HEART might offer a way to discharge low-risk chest pain patients early and reduce objective cardiac testing, according to findings published March 3. While early discharge with no increase in major adverse events would be a coup, some are not convinced that reducing cardiac testing rates overall is feasible.
The HEART (History, Electrocardiogram, Age, Risk factors, Troponin) Pathway model was compared with usual care in patients presenting at the emergency department with chest pain. Researchers found that using the HEART Pathway model, early discharge was increased by 21.3 percent with no 30-day major adverse cardiac events (MACE) reported.
The randomized, controlled trial enrolled 282 chest pain patients admitted to a single emergency department. Simon A. Mahler, MD, MS, assistant professor of emergency medicine at Wake Forest Baptist Medical Center in Winston-Salem, N.C., and colleagues reviewed how use of HEART could reduce objective cardiac testing by identifying patients who needed it least. They also analyzed outcomes, including length of stay, early discharge and MACE at 30 days.
They found objective cardiac testing at 30 days was reduced by 12.1 percent among patients in the HEART Pathway group. Length of stay for HEART Pathway patients was 12 hours shorter. Physicians identified 39.7 percent of HEART Pathway patients for early discharge.
“Results of this trial demonstrate that the HEART Pathway substantively reduces healthcare utilization among patients with symptoms related to ACS [acute coronary syndrome],” they wrote.
While reduced healthcare utilization is part of the goal of many similar assessment tools, a commentary writer warned that some focuses, such as reduction of overall objective cardiac testing, may be a hard sell and may only delay—not prevent—testing among patients who may be at low risk but suspected of acute coronary syndrome.
“Clinically, the leap of faith required for this outcome measure is sizable. Even in Canada, where physicians are far less likely to request objective testing before ED [emergency department] discharge, we suspect that removing the safeguard of subsequent outpatient objective cardiac testing on patients with a reasonable presentation for acute coronary syndrome is not likely to gain widespread traction,” wrote Clare L Atzema, MD, MSc, of the Sunnybrook Health Sciences Centre in Toronto, and colleagues.
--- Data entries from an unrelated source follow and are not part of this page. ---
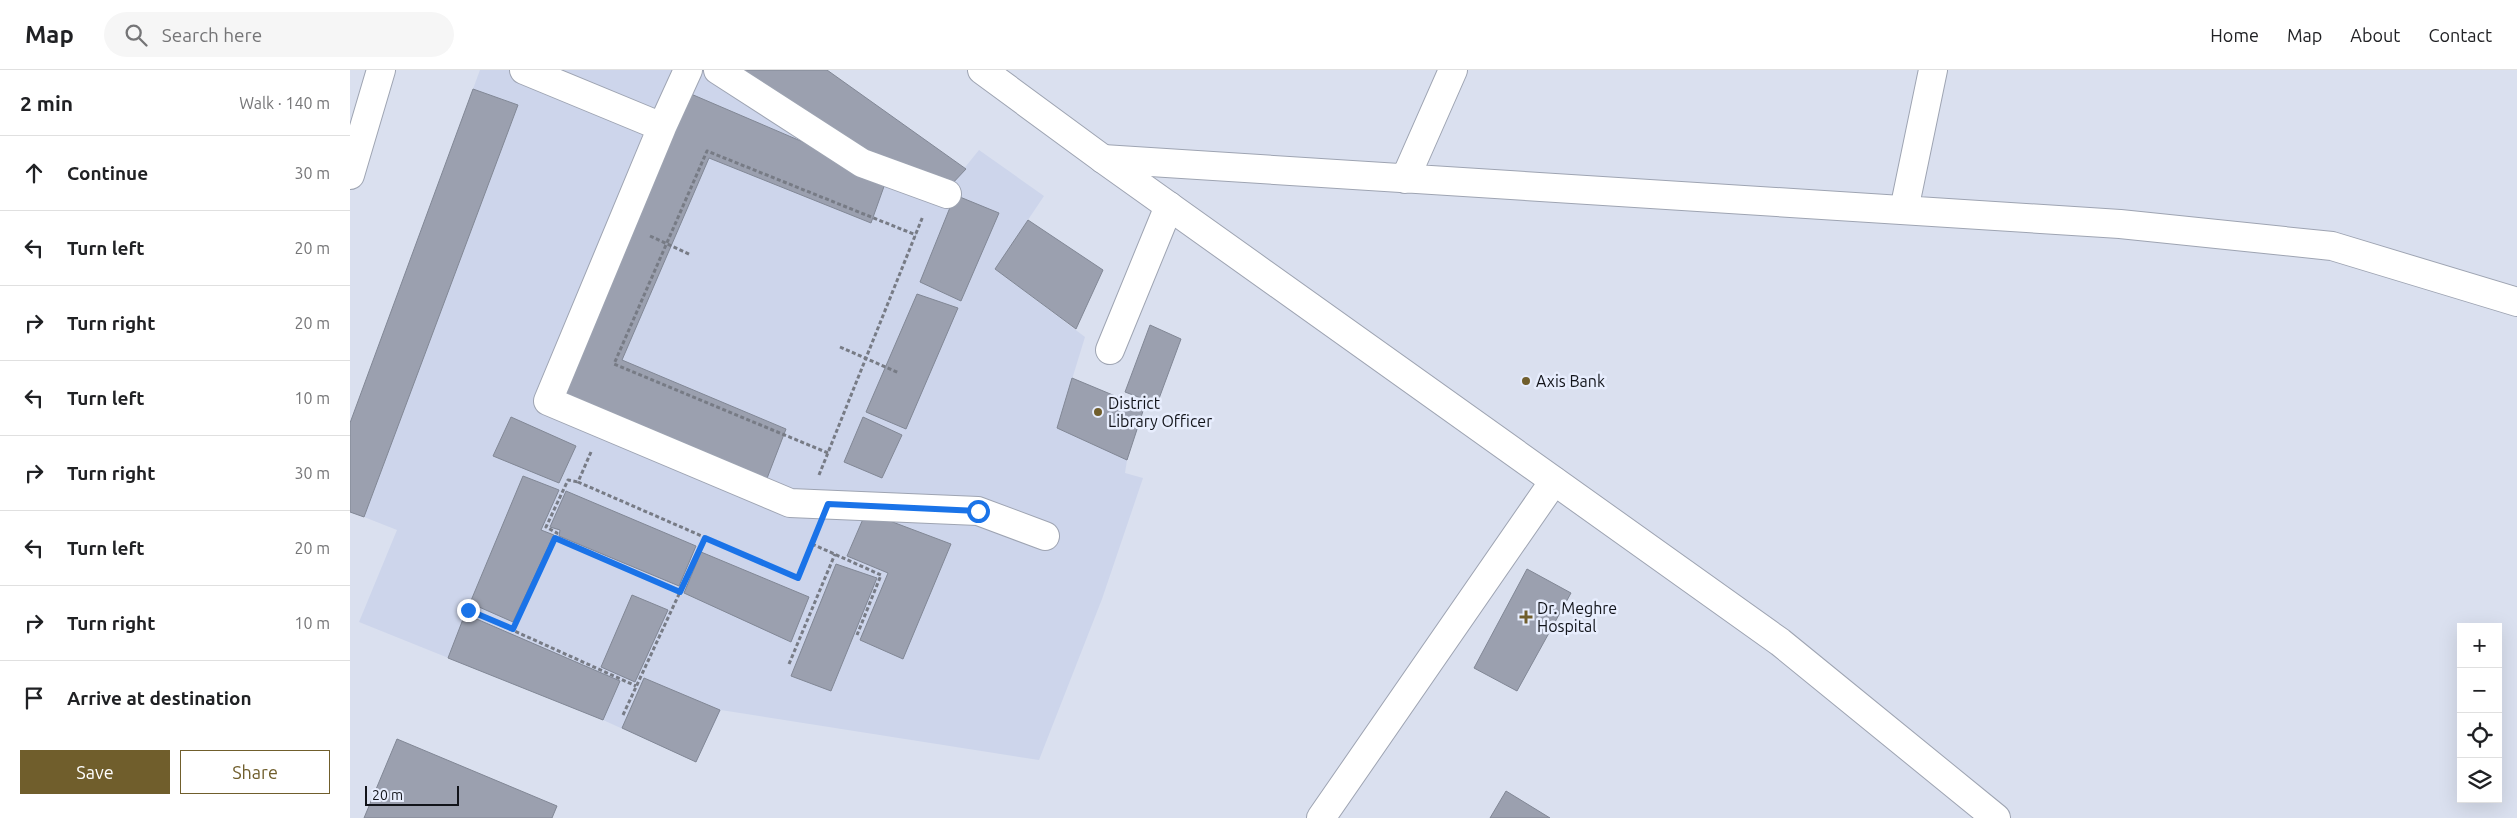 <!DOCTYPE html>
<meta charset="utf-8">
<style>
:root{--surface:#fff;--page:#f6f6f6;--text:#202124;--muted:#757577;--line:#e0e0e0;--accent:#705e2c}
body{margin:0;font-family:Ubuntu,sans-serif;background:var(--page);color:var(--text)}
.controls{position:absolute;right:15px;bottom:15px;display:grid;overflow:hidden;border-radius:0px;box-shadow:0 5px 20px #0002}
.controls button{width:45px;height:45px;display:grid;place-items:center;padding:0;border:0;border-bottom:1px solid var(--line);background:var(--surface);color:var(--text);font:25px sans-serif}
.scale{position:absolute;left:15px;bottom:12px;width:94px;box-sizing:border-box;padding-left:5px;border:2px solid #12141a;border-top:0;font-size:14px;line-height:18px;white-space:nowrap;color:#12141a;-webkit-text-stroke:4px #e7edfd;paint-order:stroke}
.stop{position:absolute;width:15px;height:15px;margin:-11px;border:4px solid #1a73e8;border-radius:50%;background:#fff}
.stop.end{background:#1a73e8;border-color:#fff;box-shadow:0 1px 5px #0008}
.list{margin:0;padding:0;list-style:none}
h2{display:flex;justify-content:space-between;align-items:center;height:65px;margin:0;padding:0 20px;font-size:21px}
h2 small{font-size:16px;font-weight:400;color:var(--muted)}
.list li{display:grid;grid-template-columns:32px 1fr auto;gap:15px;align-items:center;box-sizing:border-box;height:75px;padding:0 20px;border-top:1px solid var(--line)}
.list b{display:block;font-size:19px;white-space:nowrap}
.list em{font-size:16px;font-style:normal;color:var(--muted)}
.actions{display:flex;gap:10px;padding:15px 20px}
.actions a{flex:1;padding:11px 0;border:1px solid var(--accent);border-radius:0px;text-align:center;font-size:18px;color:var(--accent)}
.actions .main{background:var(--accent);color:#fff}
.icon{flex:none;width:28px;height:28px;fill:none;stroke:currentColor;stroke-width:2;stroke-linecap:round;stroke-linejoin:round}
.map{position:relative;flex:none;width:2167px;height:748px;overflow:hidden}
header{display:flex;align-items:center;gap:30px;box-sizing:border-box;height:70px;padding:0 25px;background:var(--surface);border-bottom:1px solid var(--line)}
header strong{font-size:24px}
nav{display:flex;gap:28px;margin-inline-start:auto;font-size:18px}
.search{width:350px;height:45px;background:var(--page);display:flex;align-items:center;gap:12px;box-sizing:border-box;padding:0 18px;border-radius:28px;color:var(--muted);font-size:19px}
main{display:flex}
aside{flex:1;background:var(--surface)}
.map>svg:first-child{display:block}
.built{fill:#cdd5eb}
.building{fill:#9ba0af;stroke:#818795}
.lines{fill:none;stroke-linecap:round;stroke-linejoin:round}
.minor-casing{stroke:#9ea4b2;stroke-width:30}
.tertiary-casing{stroke:#9ea4b2;stroke-width:30}
.primary-casing{stroke:#9ea4b2;stroke-width:30}
.path{stroke:#777b85;stroke-width:3;stroke-dasharray:4 2.5;stroke-linecap:butt}
.minor{stroke:#fff;stroke-width:28}
.tertiary{stroke:#fff;stroke-width:28}
.primary{stroke:#fff;stroke-width:28}
.route{stroke:#1a73e8;stroke-width:6}
.poi-dot{fill:#705e2c;stroke:#e7edfd;stroke-width:2}
.labels{text-anchor:middle;stroke-width:5;stroke-linejoin:round;paint-order:stroke}
.poi-label{font-size:16px;fill:#12141a;stroke:#e7edfd;text-anchor:start}
</style>
<header>
<strong>Map</strong>
<div class="search"><svg class="icon" aria-label="search" viewBox="0 0 24 24"><circle cx="10" cy="10" r="6"/><path d="M15 15l6 6"/></svg>Search here</div>
<nav><a>Home</a><a>Map</a><a>About</a><a>Contact</a></nav>
</header>
<main>
<aside>
<h2>2 min<small>Walk · 140 m</small></h2>
<ul class="list">
<li><svg class="icon" aria-label="ahead" viewBox="0 0 24 24"><path d="M12 20V5M6 11l6-6 6 6"/></svg><div><b>Continue</b></div><em>30 m</em></li>
<li><svg class="icon" aria-label="left" viewBox="0 0 24 24"><path d="M17 20v-9H6M10 6l-5 5 5 5"/></svg><div><b>Turn left</b></div><em>20 m</em></li>
<li><svg class="icon" aria-label="right" viewBox="0 0 24 24"><path d="M7 20v-9h11M14 6l5 5-5 5"/></svg><div><b>Turn right</b></div><em>20 m</em></li>
<li><svg class="icon" aria-label="left" viewBox="0 0 24 24"><path d="M17 20v-9H6M10 6l-5 5 5 5"/></svg><div><b>Turn left</b></div><em>10 m</em></li>
<li><svg class="icon" aria-label="right" viewBox="0 0 24 24"><path d="M7 20v-9h11M14 6l5 5-5 5"/></svg><div><b>Turn right</b></div><em>30 m</em></li>
<li><svg class="icon" aria-label="left" viewBox="0 0 24 24"><path d="M17 20v-9H6M10 6l-5 5 5 5"/></svg><div><b>Turn left</b></div><em>20 m</em></li>
<li><svg class="icon" aria-label="right" viewBox="0 0 24 24"><path d="M7 20v-9h11M14 6l5 5-5 5"/></svg><div><b>Turn right</b></div><em>10 m</em></li>
<li><svg class="icon" aria-label="arrive" viewBox="0 0 24 24"><path d="M6 21V4h12l-3 4 3 4H6"/></svg><div><b>Arrive at destination</b></div></li>
</ul>
<div class="actions"><a class="main">Save</a><a>Share</a></div>
</aside>
<div class="map">
<svg width="2167" height="748" viewBox="0 0 2167 748">
<rect width="100%" height="100%" fill="#dae0ef"/>
<path class="built" d="M130,0H391L600,116L629,80L694,126L645,199L735,267L707,358L777,390L775,403L793,408L752,529L689,690L371,640L346,692L253,650L9,552L47,460L14,447L168,36L123,19Z"/>
<path class="building" d="M391,0H477L616,99L600,116L502,79Z
M123,19L168,35L14,447L0,442V353Z
M334,21L537,108L521,153L359,88L272,290L436,359L416,411L207,327Z
M605,125L649,143L611,231L570,212Z
M678,150L753,200L726,259L645,199Z
M567,224L608,238L556,359L516,342Z
M800,255L831,269L807,334L775,322Z
M722,308L794,338L777,390L707,358Z
M161,347L226,376L209,413L143,386Z
M513,347L552,365L532,408L494,392Z
M173,406L209,420L191,460L204,465L163,552L120,533Z
M216,421L346,476L329,516L209,466L210,460L200,457Z
M516,442L601,474L553,589L510,570L538,503L497,486Z
M351,482L459,527L441,572L334,523Z
M486,494L527,508L481,621L441,606Z
M1177,499L1221,523L1167,621L1124,598Z
M282,525L318,540L285,612L251,597Z
M115,544L270,611L253,650L98,588Z
M294,608L370,640L346,692L272,658Z
M47,669L207,736L202,748H14Z
M1156,721L1200,748H1140Z"/>
<g class="lines">
<defs>
<path id="minor" d="M174,0L312,57L198,331L440,433L628,441L695,466
M368,0L512,93L597,124
M312,57L338,0
M753,89L1770,154L1982,176L2167,232
M1055,109L1103,0
M1554,140L1583,0
M760,280L819,136
M971,748L1204,411"/>
<path id="tertiary" d="M0,105L31,0"/>
<path id="primary" d="M632,0L753,89L1430,572L1646,748"/>
</defs>
<use href="#minor" class="minor-casing"/>
<use href="#tertiary" class="tertiary-casing"/>
<use href="#primary" class="primary-casing"/>
<path class="path" d="M300,166L341,185
M490,277L549,303
M241,382L228,412L448,508L466,464
M478,383L264,294L357,81L566,165
M469,405L573,146
M205,468L330,522
M462,474L531,505L507,565
M118,540L286,616
M163,559L207,463L196,457L218,410L228,412
M439,594L485,484
M273,645L355,468"/>
<use href="#minor" class="minor"/>
<use href="#tertiary" class="tertiary"/>
<use href="#primary" class="primary"/>
</g>
<g class="lines">
<path class="route" d="M118,540L163,559L205,468L330,522L355,468L448,508L478,434L628,441"/>
</g>
<g class="poi-dot">
<circle cx="1176" cy="311" r="5"/>
<circle cx="748" cy="342" r="5"/>
<path d="M1173.5 539.5h5v5h5v5h-5v5h-5v-5h-5v-5h5z"/>
</g>
<g class="labels">
<g class="poi-label">
<text x="1186" y="317">Axis Bank</text>
<text x="758" y="339">District<tspan x="758" dy="18">Library Officer</tspan></text>
<text x="1187" y="544">Dr. Meghre<tspan x="1187" dy="18">Hospital</tspan></text>
</g>
</g>
</svg>
<div class="controls">
<button>+</button>
<button>−</button>
<button><svg class="icon" aria-label="locate" viewBox="0 0 24 24"><circle cx="12" cy="12" r="6"/><path d="M12 2v4M12 18v4M2 12h4M18 12h4"/></svg></button>
<button><svg class="icon" aria-label="layers" viewBox="0 0 24 24"><path d="M12 4l9 5-9 5-9-5zM3 14l9 5 9-5"/></svg></button>
</div>
<div class="scale">20 m</div>
<div class="stop" style="left:628px;top:441px"></div>
<div class="stop end" style="left:118px;top:540px"></div>
</div>
</main>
They reminded readers that according to one study, 17 percent of acute coronary syndromes were identified through objective testing.
Reduction, specifically, of inappropriate coronary testing, is a widespread goal that programs such as Choosing Wisely and others work toward, but an overall reduction in coronary testing may do more harm than good, they wrote. Beyond 30 days, patients also may get tested as their primary care physicians address the cause of a patient’s chest pain.
Still, Atzema et al found the other results by Mahler et al promising, although “[i]t is clear that researchers are getting closer to a clinically acceptable tool for the safe early disposition of patients with chest pain from ED, but no instrument seems ready for prime-time yet.”
The study and editorial were published online in Circulation: Cardiovascular Quality and Outcomes.